A l'honneur du libéralisme britannique, disons que la réplique anticipée de la Revue d'Edimbourg à la Quarterly Review n'est pas le dernier mot des whigs aux tories sur la rentrée du maréchal Radetsky à Milan. La presse quotidienne des whigs, d'accord avec lord Palmerston, dénonce aussi ceux qui, trop fidèles aux traditions de Castlereagh, abandonneraient volontiers les Lombards avec les Piémontais, les Romains avec les Toscans, à l'anthropophagie des Croates (1), espérant qu'après avoir dévoré les libéraux italiens, les Croates iront dévorer en Allemagne les libéraux allemands, et de là reviendront dans le Midi entretenir leur appétit. Après tout, quel est le grand crime des Lombards? d'avoir imité les Autrichiens eux-mêmes. Quoi! Vienne s'insurgerait contre son empereur, et voudrait que Milan se soumît à cette autorité impériale qui hier était obligée de s'évader de sa capitale? Par quelle aberration l'Allemagne, si ardente, nous dit-on, à reconstituer sa vieille nationalité, veut-elle encore s'imposer à l'Italie? Si le nouvel Empire germanique prétend à toute force ressusciter le passé, il ne faut pas qu'il fausse l'histoire et les traditions des autres peuples (2).
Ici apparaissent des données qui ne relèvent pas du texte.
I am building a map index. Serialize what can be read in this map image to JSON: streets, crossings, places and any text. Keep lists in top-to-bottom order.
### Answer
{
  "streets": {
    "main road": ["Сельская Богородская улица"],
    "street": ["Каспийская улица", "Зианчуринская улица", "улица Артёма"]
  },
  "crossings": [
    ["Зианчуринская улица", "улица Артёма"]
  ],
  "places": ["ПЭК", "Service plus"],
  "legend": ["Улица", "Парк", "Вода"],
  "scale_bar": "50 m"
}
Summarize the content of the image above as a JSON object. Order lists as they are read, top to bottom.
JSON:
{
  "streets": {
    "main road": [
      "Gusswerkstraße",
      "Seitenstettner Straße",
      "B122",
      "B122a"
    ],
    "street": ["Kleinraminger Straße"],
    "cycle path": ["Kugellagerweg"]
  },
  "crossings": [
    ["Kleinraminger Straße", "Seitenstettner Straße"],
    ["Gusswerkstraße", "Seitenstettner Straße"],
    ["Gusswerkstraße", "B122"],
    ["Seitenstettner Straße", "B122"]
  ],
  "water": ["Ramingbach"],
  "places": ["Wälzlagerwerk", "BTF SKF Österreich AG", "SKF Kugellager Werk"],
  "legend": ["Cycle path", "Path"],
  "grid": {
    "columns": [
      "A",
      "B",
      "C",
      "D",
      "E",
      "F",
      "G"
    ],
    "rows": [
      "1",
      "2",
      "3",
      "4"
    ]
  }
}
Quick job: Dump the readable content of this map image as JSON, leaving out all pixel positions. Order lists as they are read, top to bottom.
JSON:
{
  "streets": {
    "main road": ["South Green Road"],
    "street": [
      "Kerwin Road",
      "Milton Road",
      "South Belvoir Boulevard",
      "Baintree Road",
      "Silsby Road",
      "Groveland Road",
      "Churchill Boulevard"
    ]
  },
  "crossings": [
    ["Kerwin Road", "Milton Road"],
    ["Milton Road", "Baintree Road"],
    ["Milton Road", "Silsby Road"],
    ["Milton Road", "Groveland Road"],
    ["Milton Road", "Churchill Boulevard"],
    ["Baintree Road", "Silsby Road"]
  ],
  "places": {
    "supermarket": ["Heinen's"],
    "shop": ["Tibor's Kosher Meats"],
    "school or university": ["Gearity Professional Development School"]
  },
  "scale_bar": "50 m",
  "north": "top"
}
Voilà une partie des questions que la presse anglaise traite à divers points de vue; mais quelques journaux n'hésitent pas à se prononcer pour une intervention armée de la

(1) Le Daily News (16 juillet) ne craint pas d'appeler Radetsky an ogre, un ogre, et c'est ce mot que nous paraphrasons.

(2) Voir dans cette livraison l'important article sur l'Empire germanique.